I am a huge Patti Smith fan—her rendition of Bob Dylan’s “Changing of the Guard” is my absolute favorite song—and I was inspired to add this very late in revisions after reading her wonderful book, Just Kids. She wrote so honestly and movingly about giving up her child for adoption that I could imagine this scene very well taking place. It feels very real and vivid to me.
The Possibility of You spans three generations. What insights did writing this book give you into how things have changed for women over the last century? Were there any important issues you specifically wanted to address, such as post-partum depression or access to birth control?
Definitely access to birth control is huge, but beyond that, as a woman who came of reproductive age at the time Billie did, I really wanted to write about how relatively naive and idealistic and also repressed people were about sex and pregnancy in the 1970s, supposedly the age of sexual freedom. I even got a copy of Our Bodies, Ourselves, which every young woman had at the time, and in there was a lot about abortion but very little about pregnancy.
An interesting aspect of the story is how some of the women in the Heterodoxy Club, who are advocating for women’s rights, have a derogatory attitude toward Bridget. Why the contradiction? Did you come across anything in your research that sheds light on this?
The women in the Heterodoxy Club—which was real and the common denominator for famous women of that day—were all wealthy and educated and upper class. There was then, and for decades to come, a casual classism and racism among people who on the other hand were fighting for women’s rights or other kinds of social equality. And the Irish, of course, were seen as an inferior race. The parallel between that ethnic prejudice and the prejudice against Italians and blacks was something I wanted to explore.
You say on your website that The Possibility of You started out as a historical novel focused on an Irish nanny whose young charge dies in the 1916 polio epidemic. How did it transform into a story set in three different time periods, including the present?
It started out as a historical novel with a much pared-down version of the 1976 Billie story as a framing story. But the framing story never really worked; it just wasn’t compelling enough. One early reader said the 1976 story consisted of Billie saying, “And then what did you do, Grandma?” Zzzzzzzzz.
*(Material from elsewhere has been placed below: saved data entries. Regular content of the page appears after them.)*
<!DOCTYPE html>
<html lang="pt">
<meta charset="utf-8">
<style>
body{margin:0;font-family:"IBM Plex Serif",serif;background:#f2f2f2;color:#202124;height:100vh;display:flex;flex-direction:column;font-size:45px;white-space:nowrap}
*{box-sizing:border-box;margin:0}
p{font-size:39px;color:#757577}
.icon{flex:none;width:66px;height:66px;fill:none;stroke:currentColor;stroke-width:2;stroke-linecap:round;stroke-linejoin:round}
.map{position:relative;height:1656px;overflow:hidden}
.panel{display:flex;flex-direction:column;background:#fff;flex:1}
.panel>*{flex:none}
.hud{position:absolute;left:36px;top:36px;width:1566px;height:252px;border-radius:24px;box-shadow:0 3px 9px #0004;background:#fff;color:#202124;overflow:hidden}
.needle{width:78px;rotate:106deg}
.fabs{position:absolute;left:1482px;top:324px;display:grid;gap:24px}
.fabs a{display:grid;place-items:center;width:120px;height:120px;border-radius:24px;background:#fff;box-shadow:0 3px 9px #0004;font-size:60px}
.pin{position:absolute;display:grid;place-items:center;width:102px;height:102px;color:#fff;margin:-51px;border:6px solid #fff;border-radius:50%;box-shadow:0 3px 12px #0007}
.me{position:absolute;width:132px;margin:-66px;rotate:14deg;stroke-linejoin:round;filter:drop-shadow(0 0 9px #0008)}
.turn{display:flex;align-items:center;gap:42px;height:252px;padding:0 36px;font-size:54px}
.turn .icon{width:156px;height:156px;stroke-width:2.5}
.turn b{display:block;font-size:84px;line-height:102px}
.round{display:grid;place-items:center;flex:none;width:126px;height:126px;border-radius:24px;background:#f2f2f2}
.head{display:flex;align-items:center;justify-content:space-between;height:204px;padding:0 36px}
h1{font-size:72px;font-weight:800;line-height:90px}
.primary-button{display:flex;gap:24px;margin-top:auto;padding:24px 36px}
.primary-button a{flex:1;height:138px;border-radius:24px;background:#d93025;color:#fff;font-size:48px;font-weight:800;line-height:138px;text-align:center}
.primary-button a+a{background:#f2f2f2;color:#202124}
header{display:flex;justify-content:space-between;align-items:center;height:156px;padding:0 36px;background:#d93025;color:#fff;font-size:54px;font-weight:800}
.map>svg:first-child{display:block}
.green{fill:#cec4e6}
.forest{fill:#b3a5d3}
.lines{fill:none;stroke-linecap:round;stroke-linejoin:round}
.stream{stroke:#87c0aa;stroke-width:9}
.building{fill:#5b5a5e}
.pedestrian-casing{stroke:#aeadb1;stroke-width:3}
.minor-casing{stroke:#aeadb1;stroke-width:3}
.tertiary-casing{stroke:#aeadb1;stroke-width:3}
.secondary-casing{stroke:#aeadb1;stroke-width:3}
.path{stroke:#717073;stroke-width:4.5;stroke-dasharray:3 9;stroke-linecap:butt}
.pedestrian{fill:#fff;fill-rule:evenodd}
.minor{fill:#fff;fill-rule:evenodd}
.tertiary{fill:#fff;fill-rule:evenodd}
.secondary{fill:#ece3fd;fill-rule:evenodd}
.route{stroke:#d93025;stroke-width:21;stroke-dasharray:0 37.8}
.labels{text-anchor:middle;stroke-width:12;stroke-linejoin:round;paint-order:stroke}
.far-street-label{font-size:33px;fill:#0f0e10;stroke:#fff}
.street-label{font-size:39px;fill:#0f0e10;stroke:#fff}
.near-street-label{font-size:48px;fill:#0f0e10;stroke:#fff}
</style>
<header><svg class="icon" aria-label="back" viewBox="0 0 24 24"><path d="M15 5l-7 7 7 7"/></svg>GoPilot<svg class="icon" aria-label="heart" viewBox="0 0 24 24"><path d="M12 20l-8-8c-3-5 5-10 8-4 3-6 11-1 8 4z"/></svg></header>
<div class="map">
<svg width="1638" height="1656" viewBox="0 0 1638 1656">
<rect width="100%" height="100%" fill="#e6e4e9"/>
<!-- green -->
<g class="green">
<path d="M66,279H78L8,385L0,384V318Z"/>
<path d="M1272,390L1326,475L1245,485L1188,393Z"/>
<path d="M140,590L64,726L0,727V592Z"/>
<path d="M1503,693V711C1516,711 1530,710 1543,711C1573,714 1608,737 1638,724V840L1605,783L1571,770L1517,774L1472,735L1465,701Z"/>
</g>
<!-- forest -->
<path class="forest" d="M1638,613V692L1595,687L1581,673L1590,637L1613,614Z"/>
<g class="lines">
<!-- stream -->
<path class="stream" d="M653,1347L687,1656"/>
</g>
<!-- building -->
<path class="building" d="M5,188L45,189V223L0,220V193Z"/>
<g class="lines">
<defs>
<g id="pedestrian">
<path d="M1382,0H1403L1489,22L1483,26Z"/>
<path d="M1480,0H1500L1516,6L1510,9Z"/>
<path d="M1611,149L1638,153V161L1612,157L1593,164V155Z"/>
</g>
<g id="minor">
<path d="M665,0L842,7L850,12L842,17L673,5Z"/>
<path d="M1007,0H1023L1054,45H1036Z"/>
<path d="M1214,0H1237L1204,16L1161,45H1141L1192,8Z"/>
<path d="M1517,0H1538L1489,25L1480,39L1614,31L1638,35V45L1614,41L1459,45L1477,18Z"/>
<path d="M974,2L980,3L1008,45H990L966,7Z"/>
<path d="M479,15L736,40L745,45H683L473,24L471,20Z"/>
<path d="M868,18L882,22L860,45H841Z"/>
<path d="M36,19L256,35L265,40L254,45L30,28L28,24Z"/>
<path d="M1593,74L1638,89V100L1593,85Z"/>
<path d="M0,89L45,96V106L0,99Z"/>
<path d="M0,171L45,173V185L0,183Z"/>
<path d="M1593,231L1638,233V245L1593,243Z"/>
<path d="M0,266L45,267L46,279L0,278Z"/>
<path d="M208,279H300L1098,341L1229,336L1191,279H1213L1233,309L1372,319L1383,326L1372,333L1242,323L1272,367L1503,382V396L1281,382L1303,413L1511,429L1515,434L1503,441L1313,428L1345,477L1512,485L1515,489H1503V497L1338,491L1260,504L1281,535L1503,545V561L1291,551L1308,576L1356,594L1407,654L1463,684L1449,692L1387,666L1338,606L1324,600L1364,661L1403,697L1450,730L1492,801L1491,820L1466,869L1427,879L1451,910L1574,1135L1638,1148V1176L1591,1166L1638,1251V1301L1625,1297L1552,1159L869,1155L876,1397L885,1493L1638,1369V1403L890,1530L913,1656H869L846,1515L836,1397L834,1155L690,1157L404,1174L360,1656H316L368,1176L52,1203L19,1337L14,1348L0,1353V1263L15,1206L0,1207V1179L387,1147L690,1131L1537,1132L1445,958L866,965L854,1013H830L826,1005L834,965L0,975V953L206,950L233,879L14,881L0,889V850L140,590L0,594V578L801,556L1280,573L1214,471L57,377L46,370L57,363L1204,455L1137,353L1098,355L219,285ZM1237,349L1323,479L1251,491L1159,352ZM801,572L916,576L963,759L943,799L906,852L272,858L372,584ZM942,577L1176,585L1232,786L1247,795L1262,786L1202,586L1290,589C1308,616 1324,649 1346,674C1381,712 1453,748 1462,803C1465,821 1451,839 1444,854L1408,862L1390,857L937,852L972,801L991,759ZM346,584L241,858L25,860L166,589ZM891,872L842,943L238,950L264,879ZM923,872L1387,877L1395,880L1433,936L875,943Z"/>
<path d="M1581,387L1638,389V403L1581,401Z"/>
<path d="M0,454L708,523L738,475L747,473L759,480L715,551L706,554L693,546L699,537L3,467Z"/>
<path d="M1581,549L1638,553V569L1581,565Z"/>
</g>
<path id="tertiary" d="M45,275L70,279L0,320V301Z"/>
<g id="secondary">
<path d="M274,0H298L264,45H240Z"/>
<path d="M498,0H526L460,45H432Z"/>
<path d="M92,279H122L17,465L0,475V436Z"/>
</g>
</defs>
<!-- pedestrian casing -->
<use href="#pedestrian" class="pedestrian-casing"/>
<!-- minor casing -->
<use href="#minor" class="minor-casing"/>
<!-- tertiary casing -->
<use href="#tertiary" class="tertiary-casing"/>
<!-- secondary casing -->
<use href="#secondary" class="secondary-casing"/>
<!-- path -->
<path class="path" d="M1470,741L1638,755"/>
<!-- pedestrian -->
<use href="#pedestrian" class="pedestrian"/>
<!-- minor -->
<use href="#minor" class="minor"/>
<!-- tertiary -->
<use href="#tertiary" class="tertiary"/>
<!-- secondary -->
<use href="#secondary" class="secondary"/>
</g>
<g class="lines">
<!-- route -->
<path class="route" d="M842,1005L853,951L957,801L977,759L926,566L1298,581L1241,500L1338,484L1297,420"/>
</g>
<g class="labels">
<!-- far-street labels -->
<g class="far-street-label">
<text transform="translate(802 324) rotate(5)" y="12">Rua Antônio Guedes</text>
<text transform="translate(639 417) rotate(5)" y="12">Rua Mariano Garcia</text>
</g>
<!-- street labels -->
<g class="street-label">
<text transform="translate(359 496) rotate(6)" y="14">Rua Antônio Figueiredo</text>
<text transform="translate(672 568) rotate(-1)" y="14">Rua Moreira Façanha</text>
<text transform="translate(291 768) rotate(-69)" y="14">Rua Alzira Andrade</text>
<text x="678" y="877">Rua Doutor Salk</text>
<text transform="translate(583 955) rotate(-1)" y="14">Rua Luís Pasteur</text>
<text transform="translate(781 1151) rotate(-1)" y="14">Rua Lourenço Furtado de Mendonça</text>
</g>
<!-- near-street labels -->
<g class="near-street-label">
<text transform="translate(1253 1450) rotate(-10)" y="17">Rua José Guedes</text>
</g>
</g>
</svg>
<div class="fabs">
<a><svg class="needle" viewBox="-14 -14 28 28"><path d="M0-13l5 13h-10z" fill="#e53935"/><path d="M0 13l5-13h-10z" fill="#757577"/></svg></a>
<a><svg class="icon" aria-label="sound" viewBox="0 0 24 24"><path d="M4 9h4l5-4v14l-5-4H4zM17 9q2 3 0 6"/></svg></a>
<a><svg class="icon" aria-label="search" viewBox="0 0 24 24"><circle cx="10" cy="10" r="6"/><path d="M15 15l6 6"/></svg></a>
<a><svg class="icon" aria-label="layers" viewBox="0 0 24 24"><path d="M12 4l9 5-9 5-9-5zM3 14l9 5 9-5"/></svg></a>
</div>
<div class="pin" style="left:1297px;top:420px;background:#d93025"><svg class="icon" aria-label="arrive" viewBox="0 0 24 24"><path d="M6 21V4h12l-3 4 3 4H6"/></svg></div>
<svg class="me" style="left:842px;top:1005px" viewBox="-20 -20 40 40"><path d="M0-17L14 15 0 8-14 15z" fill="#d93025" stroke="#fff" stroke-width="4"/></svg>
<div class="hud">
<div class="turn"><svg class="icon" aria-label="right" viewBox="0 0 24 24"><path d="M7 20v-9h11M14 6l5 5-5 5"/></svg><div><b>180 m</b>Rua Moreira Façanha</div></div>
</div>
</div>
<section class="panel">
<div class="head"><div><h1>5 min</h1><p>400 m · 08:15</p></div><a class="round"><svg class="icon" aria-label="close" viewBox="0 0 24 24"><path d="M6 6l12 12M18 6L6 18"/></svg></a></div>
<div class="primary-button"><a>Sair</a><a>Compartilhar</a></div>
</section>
And so I kept looking for ways to make the framing story more modern and more compelling and also to make the events of 1916 matter more going forward.
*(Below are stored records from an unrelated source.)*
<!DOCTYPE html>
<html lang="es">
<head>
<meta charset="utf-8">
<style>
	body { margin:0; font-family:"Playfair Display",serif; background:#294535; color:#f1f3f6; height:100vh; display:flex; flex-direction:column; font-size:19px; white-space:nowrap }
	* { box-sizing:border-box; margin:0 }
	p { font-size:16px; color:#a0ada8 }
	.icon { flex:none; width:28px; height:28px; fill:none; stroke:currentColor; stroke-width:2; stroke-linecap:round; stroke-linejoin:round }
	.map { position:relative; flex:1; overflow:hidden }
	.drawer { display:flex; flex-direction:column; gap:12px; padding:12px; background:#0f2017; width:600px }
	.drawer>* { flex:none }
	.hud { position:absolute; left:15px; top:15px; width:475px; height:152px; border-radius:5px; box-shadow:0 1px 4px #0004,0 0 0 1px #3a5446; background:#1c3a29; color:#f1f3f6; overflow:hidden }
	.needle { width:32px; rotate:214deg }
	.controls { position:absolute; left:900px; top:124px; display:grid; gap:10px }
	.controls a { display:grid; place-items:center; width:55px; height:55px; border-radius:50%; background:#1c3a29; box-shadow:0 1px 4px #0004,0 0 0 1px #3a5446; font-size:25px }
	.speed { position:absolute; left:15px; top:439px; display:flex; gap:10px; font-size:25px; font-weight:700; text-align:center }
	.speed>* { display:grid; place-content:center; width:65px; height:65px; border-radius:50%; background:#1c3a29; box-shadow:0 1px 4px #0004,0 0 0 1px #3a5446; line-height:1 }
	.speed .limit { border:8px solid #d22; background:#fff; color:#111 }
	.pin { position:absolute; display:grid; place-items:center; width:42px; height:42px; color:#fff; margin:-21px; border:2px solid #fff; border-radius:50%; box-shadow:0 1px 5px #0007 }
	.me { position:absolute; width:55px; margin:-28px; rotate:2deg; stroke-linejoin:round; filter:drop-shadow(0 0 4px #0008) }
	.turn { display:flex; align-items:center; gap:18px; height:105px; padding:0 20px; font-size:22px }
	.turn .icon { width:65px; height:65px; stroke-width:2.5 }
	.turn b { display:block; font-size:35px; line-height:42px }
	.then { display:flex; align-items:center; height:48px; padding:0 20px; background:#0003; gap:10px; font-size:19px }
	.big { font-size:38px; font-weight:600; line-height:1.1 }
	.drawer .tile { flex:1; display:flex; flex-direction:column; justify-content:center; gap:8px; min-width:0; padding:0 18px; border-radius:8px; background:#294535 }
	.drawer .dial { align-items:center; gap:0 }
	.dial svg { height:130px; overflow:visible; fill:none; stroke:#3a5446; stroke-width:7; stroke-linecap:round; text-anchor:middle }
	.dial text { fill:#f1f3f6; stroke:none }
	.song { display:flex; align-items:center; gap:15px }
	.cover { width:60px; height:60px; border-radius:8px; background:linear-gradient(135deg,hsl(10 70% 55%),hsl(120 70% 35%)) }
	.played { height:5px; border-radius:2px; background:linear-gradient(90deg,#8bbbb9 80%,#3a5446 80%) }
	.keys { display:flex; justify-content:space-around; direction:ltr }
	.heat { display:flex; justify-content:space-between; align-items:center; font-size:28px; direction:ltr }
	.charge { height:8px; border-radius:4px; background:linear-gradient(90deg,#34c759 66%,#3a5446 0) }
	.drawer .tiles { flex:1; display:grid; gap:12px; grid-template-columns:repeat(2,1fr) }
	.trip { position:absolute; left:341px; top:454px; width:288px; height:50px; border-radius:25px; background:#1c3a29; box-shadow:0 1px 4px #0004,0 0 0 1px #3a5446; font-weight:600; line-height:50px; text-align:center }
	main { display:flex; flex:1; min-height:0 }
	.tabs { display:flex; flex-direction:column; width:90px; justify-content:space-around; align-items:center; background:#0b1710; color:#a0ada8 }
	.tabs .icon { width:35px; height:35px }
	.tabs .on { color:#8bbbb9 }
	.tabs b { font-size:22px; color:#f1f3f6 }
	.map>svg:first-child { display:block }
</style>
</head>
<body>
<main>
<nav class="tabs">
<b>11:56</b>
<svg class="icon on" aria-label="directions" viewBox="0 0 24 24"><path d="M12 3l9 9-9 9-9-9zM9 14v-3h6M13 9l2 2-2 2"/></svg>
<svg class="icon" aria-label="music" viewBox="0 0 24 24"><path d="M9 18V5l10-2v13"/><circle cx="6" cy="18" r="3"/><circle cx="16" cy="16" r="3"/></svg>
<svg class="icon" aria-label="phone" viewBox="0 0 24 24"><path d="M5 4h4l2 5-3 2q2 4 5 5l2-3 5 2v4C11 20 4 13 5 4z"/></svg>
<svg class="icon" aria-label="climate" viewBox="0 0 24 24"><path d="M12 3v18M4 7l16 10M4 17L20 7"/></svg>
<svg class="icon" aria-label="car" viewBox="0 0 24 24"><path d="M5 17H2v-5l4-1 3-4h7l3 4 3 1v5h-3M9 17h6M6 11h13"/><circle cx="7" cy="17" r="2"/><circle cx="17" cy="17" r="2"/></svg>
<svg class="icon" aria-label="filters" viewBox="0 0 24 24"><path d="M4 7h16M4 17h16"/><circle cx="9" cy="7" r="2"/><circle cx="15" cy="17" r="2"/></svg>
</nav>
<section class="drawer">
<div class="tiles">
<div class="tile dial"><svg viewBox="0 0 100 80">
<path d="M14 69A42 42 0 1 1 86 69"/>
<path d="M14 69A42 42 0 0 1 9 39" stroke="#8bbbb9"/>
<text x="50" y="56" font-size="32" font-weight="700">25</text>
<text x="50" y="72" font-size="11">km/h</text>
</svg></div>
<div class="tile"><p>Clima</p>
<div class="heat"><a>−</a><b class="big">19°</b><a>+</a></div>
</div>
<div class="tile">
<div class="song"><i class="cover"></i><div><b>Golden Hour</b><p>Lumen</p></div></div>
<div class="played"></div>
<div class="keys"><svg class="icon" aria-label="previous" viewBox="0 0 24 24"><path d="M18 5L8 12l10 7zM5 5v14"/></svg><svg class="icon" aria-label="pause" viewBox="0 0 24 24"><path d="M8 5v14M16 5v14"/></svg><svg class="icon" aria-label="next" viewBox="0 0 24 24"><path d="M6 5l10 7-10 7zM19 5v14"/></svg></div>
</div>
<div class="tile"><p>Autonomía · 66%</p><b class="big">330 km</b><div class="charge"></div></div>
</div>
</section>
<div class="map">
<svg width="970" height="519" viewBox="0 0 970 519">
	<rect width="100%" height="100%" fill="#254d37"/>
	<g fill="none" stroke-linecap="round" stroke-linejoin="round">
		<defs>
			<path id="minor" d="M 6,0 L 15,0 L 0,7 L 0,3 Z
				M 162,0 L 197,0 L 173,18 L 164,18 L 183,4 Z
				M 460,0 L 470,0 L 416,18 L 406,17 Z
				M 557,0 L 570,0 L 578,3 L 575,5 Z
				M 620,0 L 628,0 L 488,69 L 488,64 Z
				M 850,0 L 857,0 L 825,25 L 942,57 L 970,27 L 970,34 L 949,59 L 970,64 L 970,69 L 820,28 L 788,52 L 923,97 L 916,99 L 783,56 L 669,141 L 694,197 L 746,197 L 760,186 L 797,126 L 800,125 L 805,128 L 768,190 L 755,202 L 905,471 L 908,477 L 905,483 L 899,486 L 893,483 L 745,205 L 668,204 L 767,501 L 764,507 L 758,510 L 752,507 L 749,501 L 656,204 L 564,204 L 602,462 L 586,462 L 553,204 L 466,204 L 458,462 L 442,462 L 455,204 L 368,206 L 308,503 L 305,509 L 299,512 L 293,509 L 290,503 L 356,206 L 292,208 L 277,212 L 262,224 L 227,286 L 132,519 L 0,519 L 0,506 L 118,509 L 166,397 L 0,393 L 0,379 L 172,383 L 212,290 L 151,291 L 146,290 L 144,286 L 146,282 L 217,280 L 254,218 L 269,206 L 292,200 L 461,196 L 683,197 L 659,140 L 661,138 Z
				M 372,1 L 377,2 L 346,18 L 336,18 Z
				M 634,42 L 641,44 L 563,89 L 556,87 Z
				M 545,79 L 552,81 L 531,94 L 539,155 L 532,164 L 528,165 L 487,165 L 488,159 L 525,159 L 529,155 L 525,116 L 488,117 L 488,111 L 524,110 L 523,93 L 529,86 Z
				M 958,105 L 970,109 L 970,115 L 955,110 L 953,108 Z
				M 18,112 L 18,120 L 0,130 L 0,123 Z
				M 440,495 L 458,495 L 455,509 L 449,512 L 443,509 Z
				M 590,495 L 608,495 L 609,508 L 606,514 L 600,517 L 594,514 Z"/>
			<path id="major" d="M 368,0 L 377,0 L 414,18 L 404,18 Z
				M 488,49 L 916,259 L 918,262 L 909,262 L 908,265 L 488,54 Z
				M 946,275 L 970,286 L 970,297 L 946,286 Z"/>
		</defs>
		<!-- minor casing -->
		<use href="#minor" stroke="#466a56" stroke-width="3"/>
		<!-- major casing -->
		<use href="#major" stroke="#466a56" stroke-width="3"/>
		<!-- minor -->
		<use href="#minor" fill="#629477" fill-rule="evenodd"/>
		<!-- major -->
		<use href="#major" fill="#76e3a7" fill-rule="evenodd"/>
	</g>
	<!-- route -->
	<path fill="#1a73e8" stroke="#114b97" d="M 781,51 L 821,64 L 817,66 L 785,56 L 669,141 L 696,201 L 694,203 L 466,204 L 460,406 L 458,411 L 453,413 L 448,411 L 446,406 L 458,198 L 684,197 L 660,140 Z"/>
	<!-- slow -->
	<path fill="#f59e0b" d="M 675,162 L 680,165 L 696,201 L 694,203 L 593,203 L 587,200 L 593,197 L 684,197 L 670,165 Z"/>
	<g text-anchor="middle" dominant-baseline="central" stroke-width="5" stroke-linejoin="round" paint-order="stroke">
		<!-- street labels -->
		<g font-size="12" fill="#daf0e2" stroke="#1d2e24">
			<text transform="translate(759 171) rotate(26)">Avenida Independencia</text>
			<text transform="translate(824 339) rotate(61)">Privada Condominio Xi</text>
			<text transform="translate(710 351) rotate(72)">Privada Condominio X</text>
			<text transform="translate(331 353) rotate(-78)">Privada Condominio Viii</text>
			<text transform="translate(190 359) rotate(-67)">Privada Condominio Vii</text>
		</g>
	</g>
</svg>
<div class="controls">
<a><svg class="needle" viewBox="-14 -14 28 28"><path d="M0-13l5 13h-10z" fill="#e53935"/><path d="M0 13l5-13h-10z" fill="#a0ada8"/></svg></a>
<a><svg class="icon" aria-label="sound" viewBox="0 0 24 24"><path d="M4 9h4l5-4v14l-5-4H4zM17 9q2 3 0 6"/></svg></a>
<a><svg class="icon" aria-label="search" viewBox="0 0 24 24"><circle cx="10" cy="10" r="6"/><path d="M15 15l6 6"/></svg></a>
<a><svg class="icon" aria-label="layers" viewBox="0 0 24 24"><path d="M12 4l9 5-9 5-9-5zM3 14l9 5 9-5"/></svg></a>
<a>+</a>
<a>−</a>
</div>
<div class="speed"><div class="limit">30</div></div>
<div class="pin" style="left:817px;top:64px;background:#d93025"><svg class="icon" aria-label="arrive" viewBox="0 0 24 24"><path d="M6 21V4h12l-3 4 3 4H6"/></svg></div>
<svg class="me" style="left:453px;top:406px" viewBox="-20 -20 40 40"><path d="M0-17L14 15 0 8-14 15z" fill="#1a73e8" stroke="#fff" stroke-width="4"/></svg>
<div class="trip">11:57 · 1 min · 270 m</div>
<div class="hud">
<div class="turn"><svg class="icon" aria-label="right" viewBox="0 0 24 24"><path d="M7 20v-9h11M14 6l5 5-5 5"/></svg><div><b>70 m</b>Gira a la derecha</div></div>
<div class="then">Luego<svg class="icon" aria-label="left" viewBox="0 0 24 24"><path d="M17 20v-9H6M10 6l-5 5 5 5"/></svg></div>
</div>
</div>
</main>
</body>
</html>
What do you most enjoy about writing historical novels? What can you tell us about the one you’re currently working on?
This is my first historical novel and I’m hooked. There was a steep learning curve: I remember asking writers I admire like Geraldine Brooks and Jodi Picoult how they knew when to stop researching and start writing, and whether they did all their research before they began. Research some, write some, research some more was the message. And at some point you need to let go of all that great history you’ve learned and just let the characters live and breathe.
I’m working on two new novels now, both compelling and wrestling for my attention. One is another historical novel, set again in 1916, in the Adirondacks at a great rustic estate owned by a young widow, modeled on Margaret Vanderbilt, whose husband has gone down with the Lusitania. Grief stricken, she travels north to sell the place, only to encounter the amazing bed that the resident woodsman—hunky, naturally—has spent the winter building for her on her late-husband’s instructions.
As with The Possibility of You, there is also a present-day story that parallels the historical tale. The other book is a contemporary novel, funny but I hope also deep, about four characters— two women, two men—searching for happiness in a modern world that promises a lot but often doesn’t deliver, at least not in the obvious ways.